Problem statement: Using the data below, return all lines in which "body" appears.

┌─ Exercise input

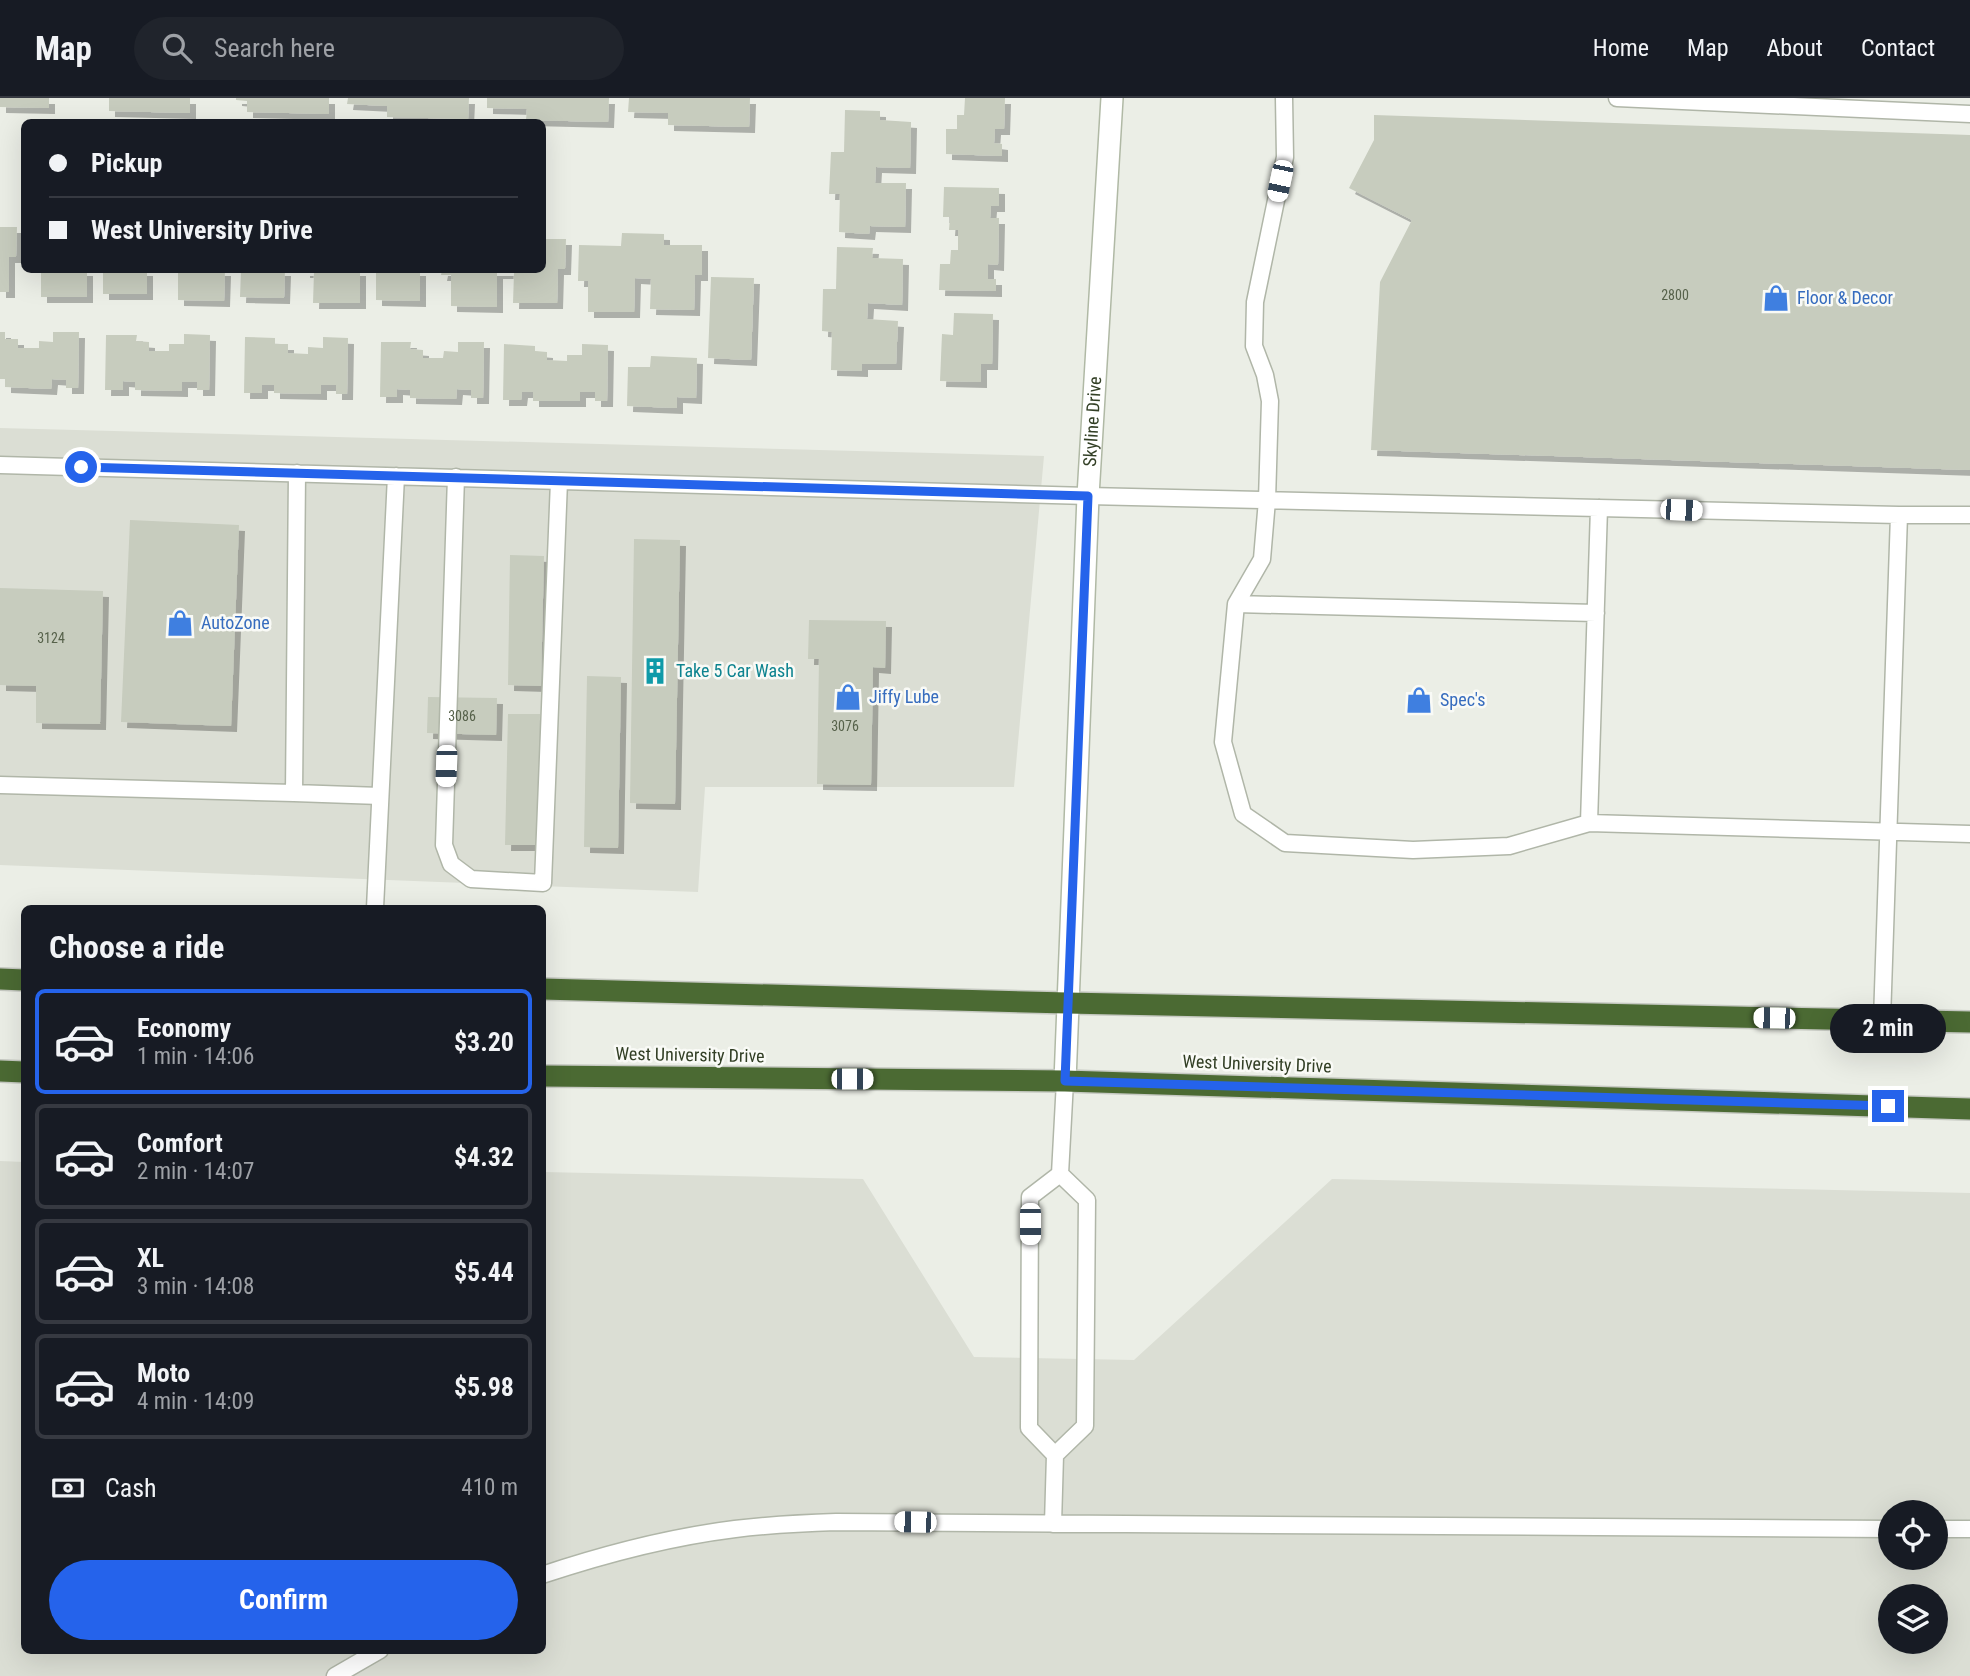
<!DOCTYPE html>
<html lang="en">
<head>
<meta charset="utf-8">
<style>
  :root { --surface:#171b24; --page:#20242c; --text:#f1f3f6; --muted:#9ea1a6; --line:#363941; --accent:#2563eb }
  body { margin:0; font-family:"Roboto Condensed",sans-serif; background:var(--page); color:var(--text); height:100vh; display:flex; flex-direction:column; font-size:26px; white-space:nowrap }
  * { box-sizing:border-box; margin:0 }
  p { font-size:23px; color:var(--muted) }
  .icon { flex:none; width:38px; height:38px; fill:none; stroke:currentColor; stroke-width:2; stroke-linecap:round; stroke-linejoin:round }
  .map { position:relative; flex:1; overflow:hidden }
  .panel { position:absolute; left:21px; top:807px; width:525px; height:749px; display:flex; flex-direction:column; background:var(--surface); border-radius:10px; box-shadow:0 7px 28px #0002 }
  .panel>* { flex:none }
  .hud { position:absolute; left:21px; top:21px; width:525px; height:154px; border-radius:10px; box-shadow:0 7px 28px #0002; display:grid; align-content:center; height:154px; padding:0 28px; background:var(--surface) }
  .tools { position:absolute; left:1878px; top:1402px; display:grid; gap:14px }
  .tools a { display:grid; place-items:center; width:70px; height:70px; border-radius:50%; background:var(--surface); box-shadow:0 7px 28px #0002; font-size:35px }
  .end { position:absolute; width:32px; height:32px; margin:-16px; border:9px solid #2563eb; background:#fff; box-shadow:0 0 0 4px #fff }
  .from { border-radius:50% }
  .bubble { position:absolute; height:49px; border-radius:24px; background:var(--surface); box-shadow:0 7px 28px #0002; font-size:23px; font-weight:700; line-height:49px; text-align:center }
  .car { position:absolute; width:21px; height:42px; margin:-21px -10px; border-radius:9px; box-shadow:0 0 5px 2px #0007; background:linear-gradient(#fff 24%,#345 0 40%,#fff 0 76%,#345 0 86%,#fff 0) }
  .hud b { display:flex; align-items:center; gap:24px; height:66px; font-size:26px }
  .hud b+b { border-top:2px solid var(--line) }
  .hud i { width:18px; height:18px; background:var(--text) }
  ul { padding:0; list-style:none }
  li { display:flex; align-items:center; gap:21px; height:105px; margin:0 14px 10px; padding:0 14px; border:4px solid var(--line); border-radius:10px }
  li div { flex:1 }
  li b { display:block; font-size:26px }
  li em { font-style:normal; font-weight:700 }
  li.active { border-color:var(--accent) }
  li>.icon { width:63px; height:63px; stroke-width:1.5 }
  h2 { padding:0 28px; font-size:32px; line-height:84px }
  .pay { display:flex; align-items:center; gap:18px; height:77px; padding:0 28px; font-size:26px }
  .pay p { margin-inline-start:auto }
  .button { display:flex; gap:14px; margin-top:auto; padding:14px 28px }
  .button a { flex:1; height:80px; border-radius:42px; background:var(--accent); color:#fff; font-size:28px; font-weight:700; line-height:80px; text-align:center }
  header { display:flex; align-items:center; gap:42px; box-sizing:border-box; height:98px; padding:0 35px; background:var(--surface); border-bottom:2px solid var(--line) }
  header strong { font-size:33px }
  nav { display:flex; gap:38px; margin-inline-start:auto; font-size:24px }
  .search { width:490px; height:63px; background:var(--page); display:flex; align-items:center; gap:18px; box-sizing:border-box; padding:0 24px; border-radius:38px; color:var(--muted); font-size:26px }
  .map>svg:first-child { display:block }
</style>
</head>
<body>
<header>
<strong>Map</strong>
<div class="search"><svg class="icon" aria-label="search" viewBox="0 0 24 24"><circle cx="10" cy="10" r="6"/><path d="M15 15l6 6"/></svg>Search here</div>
<nav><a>Home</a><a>Map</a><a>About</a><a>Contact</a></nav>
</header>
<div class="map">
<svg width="1970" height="1578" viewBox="0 0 1970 1578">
  <defs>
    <filter id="shadow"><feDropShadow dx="6" dy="6" stdDeviation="0" flood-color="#0004"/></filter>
  </defs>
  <rect width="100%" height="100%" fill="#ebeee6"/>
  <!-- built -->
  <path fill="#dbded4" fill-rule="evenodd" d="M 0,330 L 1044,358 L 1014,689 L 705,689 L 698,794 L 0,767 Z
    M 0,1063 L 24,1064 L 24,1552 L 542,1552 L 543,1074 L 863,1081 L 974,1259 L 1134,1262 L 1332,1081 L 1970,1095 L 1970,1578 L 0,1578 ZM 1890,1414 L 1936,1414 L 1936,1460 L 1890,1460 ZM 1890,1498 L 1936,1498 L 1936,1544 L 1890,1544 Z"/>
  <!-- building -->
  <path fill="#c7ccbe" filter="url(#shadow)" d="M 0,0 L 49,0 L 49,10 L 0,9 Z
    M 109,0 L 190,0 L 190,15 L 109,13 Z
    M 236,0 L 329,0 L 329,16 L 247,14 L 247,3 L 236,2 Z
    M 348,0 L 469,0 L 468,21 L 387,19 L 387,8 L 347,6 Z
    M 487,0 L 609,0 L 608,24 L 526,22 L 527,11 L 487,10 Z
    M 629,0 L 750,0 L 749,29 L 668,27 L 668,15 L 628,14 Z
    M 965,0 L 1005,0 L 1004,31 L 995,31 L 994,45 L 1002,46 L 1002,58 L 946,56 L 946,31 L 957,31 L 957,17 L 964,17 Z
    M 845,12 L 880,13 L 880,22 L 911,24 L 910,70 L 876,69 L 875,85 L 906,85 L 905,129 L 870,128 L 869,136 L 839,134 L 840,96 L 829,96 L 831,54 L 844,54 Z
    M 1374,17 L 1970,37 L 1970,372 L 1371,352 L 1380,184 L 1412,122 L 1349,90 L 1374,42 Z
    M 944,89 L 999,90 L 999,108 L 991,108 L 990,120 L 999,120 L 998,167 L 988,166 L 988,181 L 996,181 L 996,193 L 939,192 L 940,166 L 950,166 L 951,152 L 958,152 L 958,132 L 949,132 L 950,119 L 943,119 Z
    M 0,129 L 17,129 L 16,159 L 9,159 L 9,194 L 0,194 Z
    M 622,135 L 664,136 L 664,147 L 702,147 L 702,177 L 695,177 L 694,212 L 650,211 L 651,181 L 635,180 L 634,214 L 588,214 L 588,183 L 578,183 L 579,147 L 621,148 Z
    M 542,141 L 566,141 L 565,171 L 558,171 L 557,205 L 513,205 L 514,175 L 497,175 L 497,209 L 451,208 L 451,177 L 441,177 L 442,172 L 542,172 Z
    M 837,149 L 873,150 L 872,160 L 903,161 L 902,207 L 868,205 L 867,221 L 898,223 L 896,266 L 862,266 L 862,273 L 831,272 L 832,234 L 822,233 L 823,191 L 836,191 Z
    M 41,172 L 87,172 L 87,199 L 41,199 Z
    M 103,172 L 147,172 L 147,196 L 103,196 Z
    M 178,172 L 225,172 L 224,203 L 178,202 Z
    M 241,172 L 285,172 L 284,200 L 240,199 Z
    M 304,172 L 360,172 L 360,205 L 313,205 L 314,174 L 304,174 Z
    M 376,172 L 420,172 L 420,203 L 376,202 Z
    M 711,179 L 754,180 L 751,262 L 708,260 Z
    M 954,215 L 993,216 L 992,266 L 981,266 L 981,284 L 940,283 L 942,236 L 953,237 Z
    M 0,234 L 5,234 L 5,241 L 18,241 L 18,250 L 39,250 L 39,243 L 53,244 L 53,234 L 79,234 L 78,290 L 66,290 L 66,282 L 52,281 L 51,291 L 5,289 L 5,281 L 0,281 Z
    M 184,236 L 210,237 L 209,292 L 197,292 L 197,284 L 182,284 L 182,293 L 135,292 L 135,284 L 123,283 L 123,292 L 105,292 L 106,237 L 137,237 L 136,243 L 149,244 L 149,253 L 169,253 L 169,246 L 184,246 Z
    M 245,239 L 275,240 L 275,246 L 288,246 L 288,255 L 308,256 L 308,249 L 323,250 L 323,239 L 348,240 L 347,296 L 336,296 L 336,287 L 321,287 L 321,296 L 274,295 L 274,287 L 262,287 L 262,295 L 244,295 Z
    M 381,244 L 411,244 L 410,251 L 423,252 L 423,260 L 443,260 L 444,253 L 458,254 L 458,244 L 484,244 L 483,300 L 471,300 L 471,292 L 457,291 L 456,301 L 410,300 L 410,292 L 397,291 L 397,299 L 380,299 Z
    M 504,246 L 535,248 L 535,253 L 547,254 L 547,262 L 567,263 L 567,257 L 582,257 L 582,246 L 608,247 L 607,303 L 595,303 L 595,294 L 580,294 L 580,303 L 533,303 L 533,294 L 522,294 L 521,302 L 503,302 Z
    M 651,258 L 697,260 L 696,300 L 677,299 L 677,310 L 627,308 L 628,269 L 650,269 Z
    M 130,422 L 239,427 L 231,628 L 121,624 Z
    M 634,441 L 680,442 L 675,706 L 630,705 Z
    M 510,457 L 544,458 L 541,588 L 508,587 Z
    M 0,490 L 103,493 L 100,626 L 36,625 L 36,588 L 0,587 Z
    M 809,522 L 886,523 L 885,570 L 873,569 L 871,687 L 817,686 L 819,561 L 808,561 Z
    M 587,578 L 621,579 L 618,750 L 584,749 Z
    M 428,599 L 497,600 L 496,637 L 427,635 Z
    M 508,616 L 540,616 L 538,747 L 505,747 Z"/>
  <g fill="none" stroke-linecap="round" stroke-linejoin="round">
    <defs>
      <path id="lane" d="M 1284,0 L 1285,59 L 1255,204 L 1254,248 L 1265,277 L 1270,303 L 1267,402 L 1262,461 L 1236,506 L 1223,644 L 1243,716 L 1285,745 L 1413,752 L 1509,748 L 1589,725
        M 1617,0 L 1970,16
        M 0,367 L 1088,398 L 1899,417 L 1882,922
        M 297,375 L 294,695 L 380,698
        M 456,379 L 444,747 L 451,766 L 471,781 L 543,785 L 559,383
        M 1599,410 L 1589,725 L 1970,736
        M 1899,417 L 1970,417
        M 1236,506 L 1596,515
        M 0,687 L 294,695
        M 375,810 L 396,378
        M 1055,1357 L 1085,1328 L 1087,1102 L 1060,1076
        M 1053,1426 L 1055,1357 L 1029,1330 L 1030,1099 L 1060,1076 L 1065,983
        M 1936,1431 L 1970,1431
        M 542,1477 C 605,1456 670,1439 735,1431 C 769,1427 802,1425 836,1424 L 1890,1431
        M 335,1578 L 380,1552"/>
      <g id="secondary">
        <path id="s1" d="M 1065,983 L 1088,398 L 1112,0"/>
      </g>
      <path id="highway" d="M 0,881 L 24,882
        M 542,891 L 1067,905 L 1970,924
        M 0,973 L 24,974
        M 542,978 L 1065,983 L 1970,1011"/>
    </defs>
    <!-- lane casing -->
    <use href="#lane" stroke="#b0b6a8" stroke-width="19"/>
    <!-- secondary casing -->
    <use href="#secondary" stroke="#b0b9a5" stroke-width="24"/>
    <!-- highway casing -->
    <use href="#highway" stroke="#c6c9c2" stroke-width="24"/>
    <!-- lane -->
    <use href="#lane" stroke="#fff" stroke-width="16"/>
    <!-- secondary -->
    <use href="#secondary" stroke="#fff" stroke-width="21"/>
    <!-- highway -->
    <use href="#highway" stroke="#4b6a33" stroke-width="21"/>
  </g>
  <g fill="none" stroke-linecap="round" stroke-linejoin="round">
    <!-- route -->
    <path stroke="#2563eb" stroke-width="9" d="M 81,369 L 1088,398 L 1065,983 L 1888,1008"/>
  </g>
  <!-- icons -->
  <defs>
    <symbol id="shop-bare" viewBox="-9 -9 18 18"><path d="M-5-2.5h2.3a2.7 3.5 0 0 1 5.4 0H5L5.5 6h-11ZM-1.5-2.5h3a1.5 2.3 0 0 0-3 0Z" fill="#3f7fe0" stroke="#f9faf6" stroke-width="2.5" paint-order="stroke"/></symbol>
    <symbol id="building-bare" viewBox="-9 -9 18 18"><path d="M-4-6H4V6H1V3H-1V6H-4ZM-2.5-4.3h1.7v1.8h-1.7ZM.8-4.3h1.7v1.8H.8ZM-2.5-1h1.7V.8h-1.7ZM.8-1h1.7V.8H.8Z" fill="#0f9aa8" stroke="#f9faf6" stroke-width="2.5" paint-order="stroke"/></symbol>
  </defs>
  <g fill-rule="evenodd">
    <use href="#shop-bare" x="1757" y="181" width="38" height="38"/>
    <use href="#shop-bare" x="161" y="506" width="38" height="38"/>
    <use href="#building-bare" x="636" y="554" width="38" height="38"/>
    <use href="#shop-bare" x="829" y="580" width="38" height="38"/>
    <use href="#shop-bare" x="1400" y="583" width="38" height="38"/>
  </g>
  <g text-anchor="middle" stroke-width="5" stroke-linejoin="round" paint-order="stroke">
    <!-- number labels -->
    <g font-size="14" fill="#57624b">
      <text x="1675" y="202">2800</text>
      <text x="51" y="545">3124</text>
      <text x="462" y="623">3086</text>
      <text x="845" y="633">3076</text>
    </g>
    <!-- shop labels -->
    <g font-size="18" fill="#366cbe" stroke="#f9faf6" text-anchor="start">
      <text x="1797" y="206">Floor &amp; Decor</text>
      <text x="201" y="531">AutoZone</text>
      <text x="869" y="605">Jiffy Lube</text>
      <text x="1440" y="608">Spec's</text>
    </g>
    <!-- street labels -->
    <g font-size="18" fill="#323f25" stroke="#f9faf6">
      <text dy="6" stroke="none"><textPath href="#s1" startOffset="660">Skyline Drive</textPath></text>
      <text transform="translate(690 957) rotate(1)" y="6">West University Drive</text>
      <text transform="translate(1257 966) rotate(2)" y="6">West University Drive</text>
    </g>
    <!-- culture labels -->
    <g font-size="18" fill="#0d838f" stroke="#f9faf6" text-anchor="start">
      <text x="676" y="579">Take 5 Car Wash</text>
    </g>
  </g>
</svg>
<div class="tools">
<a><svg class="icon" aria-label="locate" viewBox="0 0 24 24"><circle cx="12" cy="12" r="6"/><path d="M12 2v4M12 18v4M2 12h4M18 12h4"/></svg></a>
<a><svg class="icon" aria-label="layers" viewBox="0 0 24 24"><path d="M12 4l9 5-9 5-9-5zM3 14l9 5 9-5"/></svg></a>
</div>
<i class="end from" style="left:81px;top:369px"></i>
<i class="end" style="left:1888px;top:1008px"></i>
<div class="bubble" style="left:1830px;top:906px;width:116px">2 min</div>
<i class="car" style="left:1280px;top:83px;rotate:192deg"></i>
<i class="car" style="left:1681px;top:412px;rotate:92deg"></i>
<i class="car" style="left:446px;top:668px;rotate:182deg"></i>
<i class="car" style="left:1774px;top:920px;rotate:271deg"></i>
<i class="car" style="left:852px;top:981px;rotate:90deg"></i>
<i class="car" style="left:1030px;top:1126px;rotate:180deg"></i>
<i class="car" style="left:915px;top:1424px;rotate:271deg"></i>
<div class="hud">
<b><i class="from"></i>Pickup</b>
<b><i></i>West University Drive</b>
</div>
<section class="panel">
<h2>Choose a ride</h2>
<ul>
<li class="active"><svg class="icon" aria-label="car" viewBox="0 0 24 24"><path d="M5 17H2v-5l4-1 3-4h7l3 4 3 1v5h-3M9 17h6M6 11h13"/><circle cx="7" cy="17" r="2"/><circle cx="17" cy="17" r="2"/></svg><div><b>Economy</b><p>1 min · 14:06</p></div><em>$3.20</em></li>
<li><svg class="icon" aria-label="car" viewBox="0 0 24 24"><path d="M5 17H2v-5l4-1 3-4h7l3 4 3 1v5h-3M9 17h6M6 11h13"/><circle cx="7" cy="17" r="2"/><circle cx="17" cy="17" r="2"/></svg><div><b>Comfort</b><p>2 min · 14:07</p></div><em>$4.32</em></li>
<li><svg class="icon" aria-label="car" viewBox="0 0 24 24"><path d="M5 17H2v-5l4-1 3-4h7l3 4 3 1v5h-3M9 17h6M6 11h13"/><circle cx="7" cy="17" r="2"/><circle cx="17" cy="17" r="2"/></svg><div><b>XL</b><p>3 min · 14:08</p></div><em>$5.44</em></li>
<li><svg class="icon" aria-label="car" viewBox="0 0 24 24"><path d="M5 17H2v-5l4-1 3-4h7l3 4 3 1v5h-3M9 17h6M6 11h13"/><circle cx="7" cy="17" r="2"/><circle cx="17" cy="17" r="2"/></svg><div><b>Moto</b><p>4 min · 14:09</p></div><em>$5.98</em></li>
</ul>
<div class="pay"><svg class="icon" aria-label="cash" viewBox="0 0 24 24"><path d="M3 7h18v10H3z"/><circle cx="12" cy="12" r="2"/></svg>Cash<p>410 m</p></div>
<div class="button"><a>Confirm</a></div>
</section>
</div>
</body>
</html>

└─

Task answer:
  body { margin:0; font-family:"Roboto Condensed",sans-serif; background:var(--page); color:var(--text); height:100vh; display:flex; flex-direction:column; font-size:26px; white-space:nowrap }
<body>
</body>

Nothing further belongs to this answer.